**Excerpted records:**

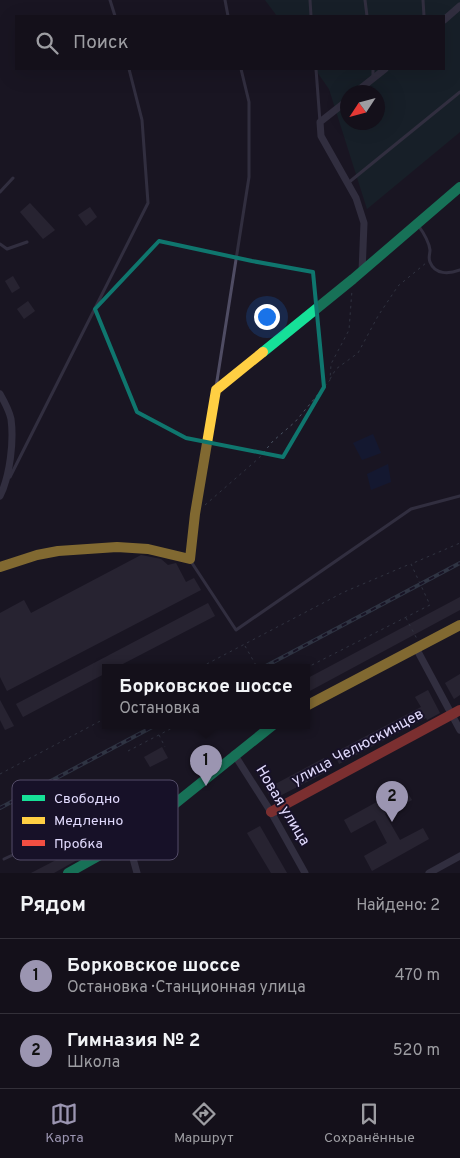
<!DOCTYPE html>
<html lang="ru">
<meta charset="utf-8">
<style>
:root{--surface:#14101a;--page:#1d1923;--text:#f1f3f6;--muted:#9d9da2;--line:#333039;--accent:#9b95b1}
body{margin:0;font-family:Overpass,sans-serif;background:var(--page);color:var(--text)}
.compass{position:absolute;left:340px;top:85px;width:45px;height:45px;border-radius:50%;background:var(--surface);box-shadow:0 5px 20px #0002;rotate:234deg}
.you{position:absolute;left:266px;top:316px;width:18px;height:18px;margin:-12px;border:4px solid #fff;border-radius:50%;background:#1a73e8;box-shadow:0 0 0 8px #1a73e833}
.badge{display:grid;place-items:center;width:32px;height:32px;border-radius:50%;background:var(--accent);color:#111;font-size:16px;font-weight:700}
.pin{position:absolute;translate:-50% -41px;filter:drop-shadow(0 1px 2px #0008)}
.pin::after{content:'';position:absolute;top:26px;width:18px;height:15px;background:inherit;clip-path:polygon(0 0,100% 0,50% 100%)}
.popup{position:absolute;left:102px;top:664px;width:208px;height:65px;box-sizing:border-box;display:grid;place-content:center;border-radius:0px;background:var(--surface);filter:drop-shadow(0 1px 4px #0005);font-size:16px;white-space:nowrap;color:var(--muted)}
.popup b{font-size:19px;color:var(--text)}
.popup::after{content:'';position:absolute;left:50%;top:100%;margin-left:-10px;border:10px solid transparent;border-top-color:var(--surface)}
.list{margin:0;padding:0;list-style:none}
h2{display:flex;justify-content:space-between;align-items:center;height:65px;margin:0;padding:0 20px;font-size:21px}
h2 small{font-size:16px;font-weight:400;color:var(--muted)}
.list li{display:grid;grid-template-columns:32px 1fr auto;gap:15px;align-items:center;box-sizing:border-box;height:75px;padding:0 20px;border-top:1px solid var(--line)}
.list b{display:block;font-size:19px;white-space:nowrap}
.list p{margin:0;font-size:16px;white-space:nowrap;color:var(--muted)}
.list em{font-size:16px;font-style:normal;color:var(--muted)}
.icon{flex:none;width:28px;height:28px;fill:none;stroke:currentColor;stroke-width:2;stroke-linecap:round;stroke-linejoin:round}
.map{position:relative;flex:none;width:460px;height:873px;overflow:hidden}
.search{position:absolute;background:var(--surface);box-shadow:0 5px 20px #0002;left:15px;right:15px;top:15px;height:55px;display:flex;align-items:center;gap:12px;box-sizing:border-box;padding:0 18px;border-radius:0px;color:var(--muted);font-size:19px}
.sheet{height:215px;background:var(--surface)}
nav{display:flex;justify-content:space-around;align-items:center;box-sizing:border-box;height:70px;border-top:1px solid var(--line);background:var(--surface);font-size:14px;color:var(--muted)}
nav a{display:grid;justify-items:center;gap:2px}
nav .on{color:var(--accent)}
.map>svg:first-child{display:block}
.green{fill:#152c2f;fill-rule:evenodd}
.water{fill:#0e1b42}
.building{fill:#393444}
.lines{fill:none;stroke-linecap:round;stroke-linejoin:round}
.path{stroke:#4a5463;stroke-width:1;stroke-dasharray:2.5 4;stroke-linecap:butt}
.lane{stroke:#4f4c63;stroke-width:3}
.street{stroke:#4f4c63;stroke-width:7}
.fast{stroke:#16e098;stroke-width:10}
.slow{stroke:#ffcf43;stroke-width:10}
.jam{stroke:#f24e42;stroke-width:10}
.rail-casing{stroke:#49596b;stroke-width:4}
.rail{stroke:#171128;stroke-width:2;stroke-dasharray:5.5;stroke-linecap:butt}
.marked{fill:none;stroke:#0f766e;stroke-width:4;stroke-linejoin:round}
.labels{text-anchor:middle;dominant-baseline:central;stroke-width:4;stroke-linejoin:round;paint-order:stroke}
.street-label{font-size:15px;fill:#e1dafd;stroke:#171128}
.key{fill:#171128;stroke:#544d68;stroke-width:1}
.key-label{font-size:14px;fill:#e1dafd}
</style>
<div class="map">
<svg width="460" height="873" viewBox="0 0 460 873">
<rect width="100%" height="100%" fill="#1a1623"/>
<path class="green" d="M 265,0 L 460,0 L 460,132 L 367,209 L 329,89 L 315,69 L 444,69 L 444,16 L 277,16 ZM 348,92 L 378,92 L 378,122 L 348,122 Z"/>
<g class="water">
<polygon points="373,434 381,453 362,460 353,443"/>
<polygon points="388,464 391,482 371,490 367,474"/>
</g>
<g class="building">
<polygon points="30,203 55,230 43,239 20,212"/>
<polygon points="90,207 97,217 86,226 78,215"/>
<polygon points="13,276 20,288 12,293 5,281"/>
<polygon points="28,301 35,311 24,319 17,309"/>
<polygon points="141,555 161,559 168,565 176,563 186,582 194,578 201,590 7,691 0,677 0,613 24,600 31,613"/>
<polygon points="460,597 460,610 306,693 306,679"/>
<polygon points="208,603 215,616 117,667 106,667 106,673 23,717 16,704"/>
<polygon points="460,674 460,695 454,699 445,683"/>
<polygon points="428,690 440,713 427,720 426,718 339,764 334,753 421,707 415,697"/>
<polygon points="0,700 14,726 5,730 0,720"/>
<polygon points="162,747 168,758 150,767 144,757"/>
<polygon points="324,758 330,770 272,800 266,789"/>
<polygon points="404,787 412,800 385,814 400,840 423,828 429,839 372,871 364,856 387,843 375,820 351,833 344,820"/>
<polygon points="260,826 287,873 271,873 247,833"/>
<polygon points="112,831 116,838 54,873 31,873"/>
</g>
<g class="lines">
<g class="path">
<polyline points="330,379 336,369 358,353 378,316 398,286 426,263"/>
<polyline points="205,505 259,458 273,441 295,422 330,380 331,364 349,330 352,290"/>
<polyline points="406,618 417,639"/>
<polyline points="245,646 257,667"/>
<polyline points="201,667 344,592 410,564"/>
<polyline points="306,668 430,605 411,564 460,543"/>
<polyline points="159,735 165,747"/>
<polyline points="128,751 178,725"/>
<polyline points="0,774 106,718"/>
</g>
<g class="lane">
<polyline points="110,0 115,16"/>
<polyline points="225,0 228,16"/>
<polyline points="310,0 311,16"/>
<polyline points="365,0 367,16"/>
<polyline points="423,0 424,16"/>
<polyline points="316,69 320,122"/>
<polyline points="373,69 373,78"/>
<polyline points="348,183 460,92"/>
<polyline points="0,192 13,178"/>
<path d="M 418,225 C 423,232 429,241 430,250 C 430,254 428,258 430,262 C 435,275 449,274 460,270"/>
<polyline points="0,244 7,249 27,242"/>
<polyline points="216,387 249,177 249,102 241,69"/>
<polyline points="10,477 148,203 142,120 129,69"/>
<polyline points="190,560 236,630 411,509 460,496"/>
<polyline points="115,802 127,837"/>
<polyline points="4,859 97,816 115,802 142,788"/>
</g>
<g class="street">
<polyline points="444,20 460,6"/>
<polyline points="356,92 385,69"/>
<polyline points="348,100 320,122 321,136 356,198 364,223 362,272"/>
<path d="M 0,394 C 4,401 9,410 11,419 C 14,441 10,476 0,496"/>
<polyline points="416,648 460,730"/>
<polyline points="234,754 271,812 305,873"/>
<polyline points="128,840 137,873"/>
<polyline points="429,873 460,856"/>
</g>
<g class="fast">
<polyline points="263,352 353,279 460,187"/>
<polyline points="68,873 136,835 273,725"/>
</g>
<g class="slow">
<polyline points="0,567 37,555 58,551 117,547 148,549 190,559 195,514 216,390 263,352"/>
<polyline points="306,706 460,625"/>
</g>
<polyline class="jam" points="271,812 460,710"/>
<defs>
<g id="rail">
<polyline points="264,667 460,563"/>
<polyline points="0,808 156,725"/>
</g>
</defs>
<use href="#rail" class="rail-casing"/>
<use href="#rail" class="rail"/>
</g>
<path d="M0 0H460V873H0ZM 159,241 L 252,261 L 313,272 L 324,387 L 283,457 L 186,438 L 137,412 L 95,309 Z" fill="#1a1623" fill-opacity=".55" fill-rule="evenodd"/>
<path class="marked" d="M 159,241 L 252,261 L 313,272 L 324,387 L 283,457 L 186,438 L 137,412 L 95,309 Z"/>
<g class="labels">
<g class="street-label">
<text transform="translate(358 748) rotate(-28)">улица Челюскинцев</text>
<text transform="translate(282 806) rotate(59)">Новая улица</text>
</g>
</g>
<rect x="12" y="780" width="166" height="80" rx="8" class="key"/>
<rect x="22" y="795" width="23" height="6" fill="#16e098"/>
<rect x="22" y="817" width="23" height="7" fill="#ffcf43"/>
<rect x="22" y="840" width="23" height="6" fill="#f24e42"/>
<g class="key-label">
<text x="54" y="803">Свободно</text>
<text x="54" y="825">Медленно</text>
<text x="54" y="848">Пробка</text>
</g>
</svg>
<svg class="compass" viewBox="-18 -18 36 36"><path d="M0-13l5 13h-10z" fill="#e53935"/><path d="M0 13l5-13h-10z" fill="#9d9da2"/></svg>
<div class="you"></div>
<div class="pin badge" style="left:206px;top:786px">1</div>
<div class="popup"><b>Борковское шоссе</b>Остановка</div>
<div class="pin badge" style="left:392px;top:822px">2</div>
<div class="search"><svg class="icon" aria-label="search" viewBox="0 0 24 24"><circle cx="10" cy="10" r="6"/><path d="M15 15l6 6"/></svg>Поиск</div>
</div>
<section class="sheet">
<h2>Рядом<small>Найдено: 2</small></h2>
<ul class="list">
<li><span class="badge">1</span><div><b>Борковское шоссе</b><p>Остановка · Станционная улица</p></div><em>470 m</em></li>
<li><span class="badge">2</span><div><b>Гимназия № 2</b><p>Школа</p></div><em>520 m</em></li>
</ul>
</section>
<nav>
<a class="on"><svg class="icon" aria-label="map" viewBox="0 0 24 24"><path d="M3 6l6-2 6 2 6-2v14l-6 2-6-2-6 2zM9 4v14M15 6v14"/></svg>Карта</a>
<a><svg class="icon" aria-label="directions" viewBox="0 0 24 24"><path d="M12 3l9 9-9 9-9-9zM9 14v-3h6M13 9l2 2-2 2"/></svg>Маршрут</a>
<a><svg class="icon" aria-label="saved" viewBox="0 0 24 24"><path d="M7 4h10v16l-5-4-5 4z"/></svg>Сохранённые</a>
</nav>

---

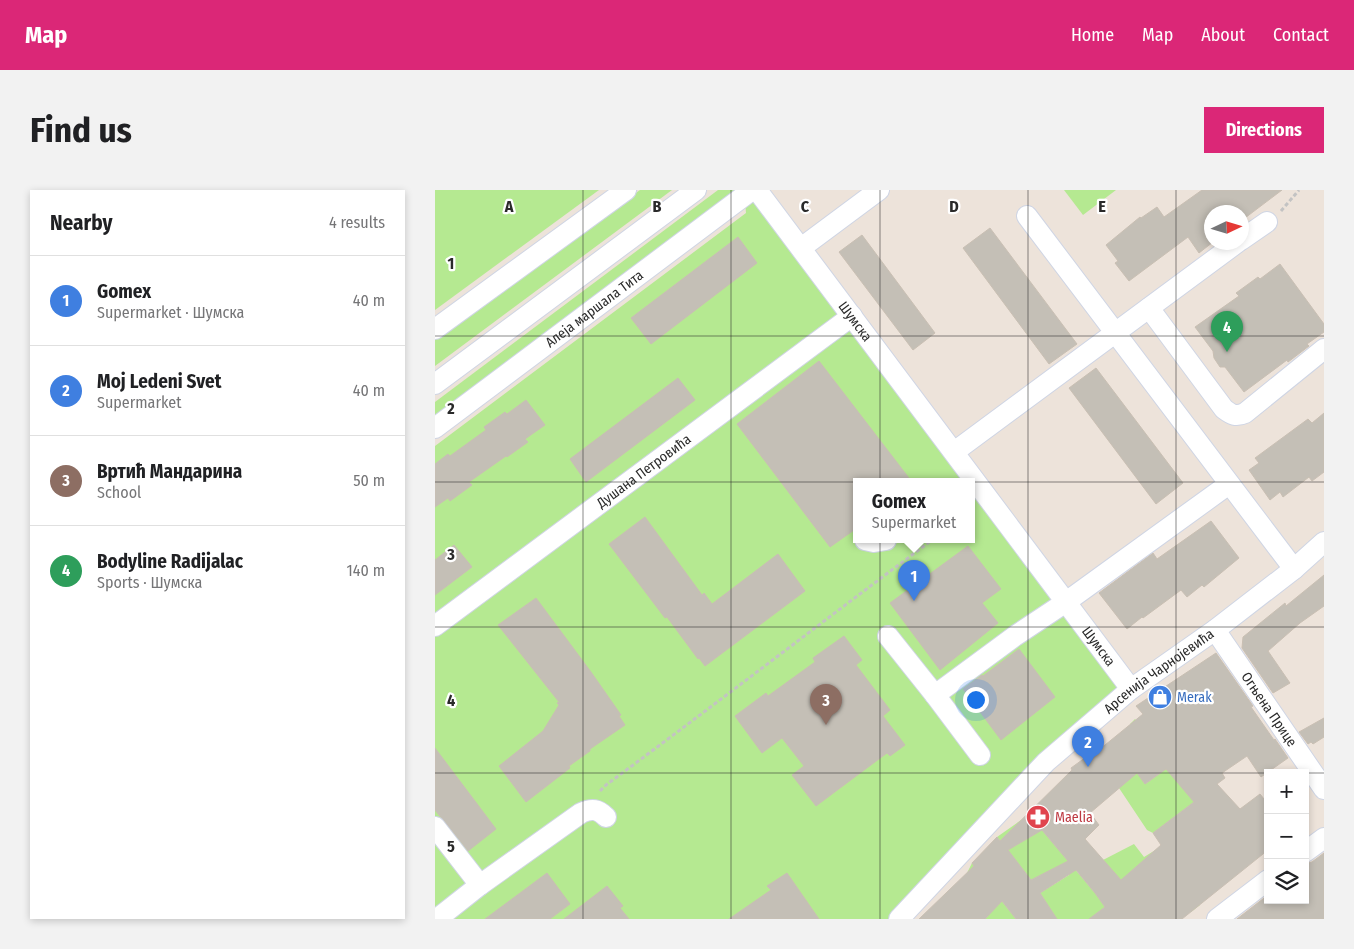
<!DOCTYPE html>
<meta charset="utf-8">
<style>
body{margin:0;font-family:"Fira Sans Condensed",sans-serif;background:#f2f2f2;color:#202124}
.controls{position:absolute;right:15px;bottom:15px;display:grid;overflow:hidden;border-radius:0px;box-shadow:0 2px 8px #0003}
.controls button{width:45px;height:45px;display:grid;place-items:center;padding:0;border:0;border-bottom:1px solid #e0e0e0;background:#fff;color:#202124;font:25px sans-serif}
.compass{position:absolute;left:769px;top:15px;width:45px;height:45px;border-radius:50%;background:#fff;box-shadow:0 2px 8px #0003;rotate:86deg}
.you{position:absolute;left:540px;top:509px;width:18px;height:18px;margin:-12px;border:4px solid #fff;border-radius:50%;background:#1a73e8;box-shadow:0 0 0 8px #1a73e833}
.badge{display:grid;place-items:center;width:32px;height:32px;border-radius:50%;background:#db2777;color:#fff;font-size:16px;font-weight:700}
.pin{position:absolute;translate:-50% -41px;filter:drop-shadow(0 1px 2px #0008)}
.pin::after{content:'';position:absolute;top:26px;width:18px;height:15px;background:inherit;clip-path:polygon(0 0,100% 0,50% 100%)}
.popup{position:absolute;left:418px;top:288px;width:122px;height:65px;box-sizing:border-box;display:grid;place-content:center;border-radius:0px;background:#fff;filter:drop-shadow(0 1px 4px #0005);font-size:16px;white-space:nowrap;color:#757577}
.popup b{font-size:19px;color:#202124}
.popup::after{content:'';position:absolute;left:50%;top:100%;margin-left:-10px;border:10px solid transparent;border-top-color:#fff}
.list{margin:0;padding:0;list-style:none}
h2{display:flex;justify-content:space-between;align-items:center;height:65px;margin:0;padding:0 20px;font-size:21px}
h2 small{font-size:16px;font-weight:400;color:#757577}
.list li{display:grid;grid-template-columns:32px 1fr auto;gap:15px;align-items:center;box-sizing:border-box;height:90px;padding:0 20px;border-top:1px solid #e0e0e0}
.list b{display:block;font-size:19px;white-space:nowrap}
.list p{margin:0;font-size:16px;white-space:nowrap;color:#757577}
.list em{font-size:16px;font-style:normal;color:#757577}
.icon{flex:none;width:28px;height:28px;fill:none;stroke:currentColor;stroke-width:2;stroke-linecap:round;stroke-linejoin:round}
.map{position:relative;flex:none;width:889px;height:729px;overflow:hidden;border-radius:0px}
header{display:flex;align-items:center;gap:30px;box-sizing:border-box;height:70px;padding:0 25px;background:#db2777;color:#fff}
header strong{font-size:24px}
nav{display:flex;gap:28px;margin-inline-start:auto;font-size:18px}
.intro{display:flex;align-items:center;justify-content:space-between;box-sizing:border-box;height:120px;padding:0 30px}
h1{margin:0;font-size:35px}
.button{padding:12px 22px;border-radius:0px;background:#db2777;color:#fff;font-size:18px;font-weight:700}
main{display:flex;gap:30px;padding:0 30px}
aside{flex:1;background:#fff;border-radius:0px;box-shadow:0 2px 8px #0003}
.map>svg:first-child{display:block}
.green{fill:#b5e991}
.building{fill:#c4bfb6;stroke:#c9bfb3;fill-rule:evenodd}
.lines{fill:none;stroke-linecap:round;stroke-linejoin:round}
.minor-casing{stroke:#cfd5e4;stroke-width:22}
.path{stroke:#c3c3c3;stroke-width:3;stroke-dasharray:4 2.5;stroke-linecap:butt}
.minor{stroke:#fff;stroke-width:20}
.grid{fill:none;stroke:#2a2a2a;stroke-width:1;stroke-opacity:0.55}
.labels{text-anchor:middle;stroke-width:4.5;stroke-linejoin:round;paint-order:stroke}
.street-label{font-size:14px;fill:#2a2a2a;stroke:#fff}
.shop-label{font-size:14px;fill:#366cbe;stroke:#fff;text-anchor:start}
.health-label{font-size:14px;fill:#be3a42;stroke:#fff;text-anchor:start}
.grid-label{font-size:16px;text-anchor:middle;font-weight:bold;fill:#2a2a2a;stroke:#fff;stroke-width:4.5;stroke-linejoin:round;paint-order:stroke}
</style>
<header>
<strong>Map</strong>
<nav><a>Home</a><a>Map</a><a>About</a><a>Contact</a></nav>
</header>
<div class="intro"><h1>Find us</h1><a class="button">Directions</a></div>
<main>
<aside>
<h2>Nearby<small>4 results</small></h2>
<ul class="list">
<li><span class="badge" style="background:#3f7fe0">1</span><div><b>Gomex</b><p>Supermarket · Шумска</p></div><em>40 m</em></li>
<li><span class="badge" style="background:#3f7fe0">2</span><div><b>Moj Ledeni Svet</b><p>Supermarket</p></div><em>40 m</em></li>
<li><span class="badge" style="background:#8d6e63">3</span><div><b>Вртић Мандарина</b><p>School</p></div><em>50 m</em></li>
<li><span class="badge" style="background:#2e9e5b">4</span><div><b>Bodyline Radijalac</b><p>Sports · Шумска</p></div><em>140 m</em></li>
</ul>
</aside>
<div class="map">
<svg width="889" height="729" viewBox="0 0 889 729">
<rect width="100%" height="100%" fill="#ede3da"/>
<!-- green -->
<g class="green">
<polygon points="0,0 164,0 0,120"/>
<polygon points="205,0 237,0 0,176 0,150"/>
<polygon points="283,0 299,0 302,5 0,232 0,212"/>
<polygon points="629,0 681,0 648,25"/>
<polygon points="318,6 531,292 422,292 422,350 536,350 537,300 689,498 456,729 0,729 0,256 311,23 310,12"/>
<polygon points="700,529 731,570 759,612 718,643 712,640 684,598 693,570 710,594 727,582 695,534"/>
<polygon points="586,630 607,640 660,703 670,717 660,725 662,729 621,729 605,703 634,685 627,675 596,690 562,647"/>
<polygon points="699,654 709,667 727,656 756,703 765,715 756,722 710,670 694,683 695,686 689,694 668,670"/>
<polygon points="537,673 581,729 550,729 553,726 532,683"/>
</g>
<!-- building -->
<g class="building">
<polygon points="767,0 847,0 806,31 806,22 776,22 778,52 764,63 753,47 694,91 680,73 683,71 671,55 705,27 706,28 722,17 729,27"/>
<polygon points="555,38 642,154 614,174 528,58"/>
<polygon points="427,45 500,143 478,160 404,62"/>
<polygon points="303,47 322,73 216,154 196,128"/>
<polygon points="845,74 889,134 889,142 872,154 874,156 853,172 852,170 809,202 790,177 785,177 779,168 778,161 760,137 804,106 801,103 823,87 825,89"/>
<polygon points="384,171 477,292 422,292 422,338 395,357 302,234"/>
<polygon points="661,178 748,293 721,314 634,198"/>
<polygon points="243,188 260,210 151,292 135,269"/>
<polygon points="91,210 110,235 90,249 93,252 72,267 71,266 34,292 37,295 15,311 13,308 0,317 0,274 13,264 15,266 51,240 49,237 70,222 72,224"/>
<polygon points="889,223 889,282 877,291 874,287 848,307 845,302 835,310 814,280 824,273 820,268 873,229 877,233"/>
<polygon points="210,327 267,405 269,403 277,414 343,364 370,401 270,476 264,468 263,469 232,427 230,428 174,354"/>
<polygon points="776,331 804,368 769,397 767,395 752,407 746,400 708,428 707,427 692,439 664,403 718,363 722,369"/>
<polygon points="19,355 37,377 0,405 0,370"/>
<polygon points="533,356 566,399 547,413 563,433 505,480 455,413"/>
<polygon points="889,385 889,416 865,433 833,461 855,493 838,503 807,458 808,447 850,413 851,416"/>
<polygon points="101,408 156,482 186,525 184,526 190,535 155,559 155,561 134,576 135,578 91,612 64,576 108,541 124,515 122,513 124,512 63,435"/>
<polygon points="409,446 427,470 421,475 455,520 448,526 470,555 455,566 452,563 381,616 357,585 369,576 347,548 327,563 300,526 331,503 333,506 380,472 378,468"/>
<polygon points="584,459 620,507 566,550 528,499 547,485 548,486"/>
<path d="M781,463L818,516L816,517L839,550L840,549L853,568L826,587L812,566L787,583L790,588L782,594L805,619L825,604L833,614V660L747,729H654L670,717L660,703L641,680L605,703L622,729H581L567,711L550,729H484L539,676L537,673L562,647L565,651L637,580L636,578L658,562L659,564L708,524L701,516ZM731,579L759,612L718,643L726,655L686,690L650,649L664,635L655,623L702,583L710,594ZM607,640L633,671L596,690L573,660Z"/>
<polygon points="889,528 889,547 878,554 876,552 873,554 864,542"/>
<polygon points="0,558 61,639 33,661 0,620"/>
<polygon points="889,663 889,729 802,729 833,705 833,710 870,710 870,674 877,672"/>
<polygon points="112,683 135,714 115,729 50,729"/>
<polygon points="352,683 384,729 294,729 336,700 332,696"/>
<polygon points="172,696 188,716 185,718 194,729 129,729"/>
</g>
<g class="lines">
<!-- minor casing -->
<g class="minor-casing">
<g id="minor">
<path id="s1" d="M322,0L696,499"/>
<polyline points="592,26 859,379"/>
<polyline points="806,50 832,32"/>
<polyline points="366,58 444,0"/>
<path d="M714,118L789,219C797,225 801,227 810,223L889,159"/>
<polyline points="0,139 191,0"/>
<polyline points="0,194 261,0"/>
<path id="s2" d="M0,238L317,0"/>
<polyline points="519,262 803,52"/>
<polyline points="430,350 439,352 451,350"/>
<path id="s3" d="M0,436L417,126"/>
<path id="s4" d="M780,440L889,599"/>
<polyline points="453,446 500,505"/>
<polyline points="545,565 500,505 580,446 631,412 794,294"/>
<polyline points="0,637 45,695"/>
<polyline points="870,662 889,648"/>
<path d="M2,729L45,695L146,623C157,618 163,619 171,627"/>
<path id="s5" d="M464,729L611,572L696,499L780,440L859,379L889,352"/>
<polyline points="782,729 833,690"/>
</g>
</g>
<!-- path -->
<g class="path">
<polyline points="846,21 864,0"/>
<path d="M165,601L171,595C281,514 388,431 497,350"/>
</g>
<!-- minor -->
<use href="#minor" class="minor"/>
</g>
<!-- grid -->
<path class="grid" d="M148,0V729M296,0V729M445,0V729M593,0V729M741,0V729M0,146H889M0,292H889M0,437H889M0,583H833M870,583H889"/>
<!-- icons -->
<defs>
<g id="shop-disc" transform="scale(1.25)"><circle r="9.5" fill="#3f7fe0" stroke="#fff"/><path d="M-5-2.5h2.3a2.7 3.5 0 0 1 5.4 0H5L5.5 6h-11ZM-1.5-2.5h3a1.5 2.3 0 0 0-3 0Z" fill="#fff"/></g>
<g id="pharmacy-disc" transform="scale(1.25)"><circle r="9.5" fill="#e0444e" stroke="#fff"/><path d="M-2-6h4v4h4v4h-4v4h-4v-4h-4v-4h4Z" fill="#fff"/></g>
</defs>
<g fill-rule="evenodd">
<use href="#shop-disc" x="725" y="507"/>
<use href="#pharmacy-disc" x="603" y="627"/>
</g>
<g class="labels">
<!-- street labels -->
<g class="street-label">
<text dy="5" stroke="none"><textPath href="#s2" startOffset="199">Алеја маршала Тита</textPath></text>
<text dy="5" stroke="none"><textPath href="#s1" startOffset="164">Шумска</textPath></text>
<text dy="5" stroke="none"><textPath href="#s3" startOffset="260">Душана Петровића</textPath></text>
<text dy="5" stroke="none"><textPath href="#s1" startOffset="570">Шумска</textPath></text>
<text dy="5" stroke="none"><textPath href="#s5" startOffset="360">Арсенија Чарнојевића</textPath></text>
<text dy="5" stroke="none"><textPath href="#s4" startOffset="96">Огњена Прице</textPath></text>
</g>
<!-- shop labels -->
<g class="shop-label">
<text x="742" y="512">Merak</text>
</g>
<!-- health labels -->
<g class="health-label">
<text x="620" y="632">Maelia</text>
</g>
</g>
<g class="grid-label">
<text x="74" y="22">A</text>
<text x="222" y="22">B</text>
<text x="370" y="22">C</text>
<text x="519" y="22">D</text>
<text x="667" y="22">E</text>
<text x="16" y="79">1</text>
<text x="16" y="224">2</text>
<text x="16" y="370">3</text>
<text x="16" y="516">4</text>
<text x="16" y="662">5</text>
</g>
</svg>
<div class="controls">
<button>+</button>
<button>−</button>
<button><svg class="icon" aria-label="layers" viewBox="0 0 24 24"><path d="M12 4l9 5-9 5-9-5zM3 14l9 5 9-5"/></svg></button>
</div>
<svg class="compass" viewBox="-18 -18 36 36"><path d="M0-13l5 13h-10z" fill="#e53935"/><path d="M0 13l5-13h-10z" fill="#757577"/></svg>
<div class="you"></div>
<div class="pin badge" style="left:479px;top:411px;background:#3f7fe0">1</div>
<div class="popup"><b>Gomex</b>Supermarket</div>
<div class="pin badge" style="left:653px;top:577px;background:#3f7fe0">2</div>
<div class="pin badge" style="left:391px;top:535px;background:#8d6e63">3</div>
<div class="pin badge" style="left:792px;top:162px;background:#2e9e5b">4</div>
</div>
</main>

**Goal of the exercise:** Show each line of the material that includes the word "normal".

**Solved exercise:**
.list em{font-size:16px;font-style:normal;color:var(--muted)}
.list em{font-size:16px;font-style:normal;color:#757577}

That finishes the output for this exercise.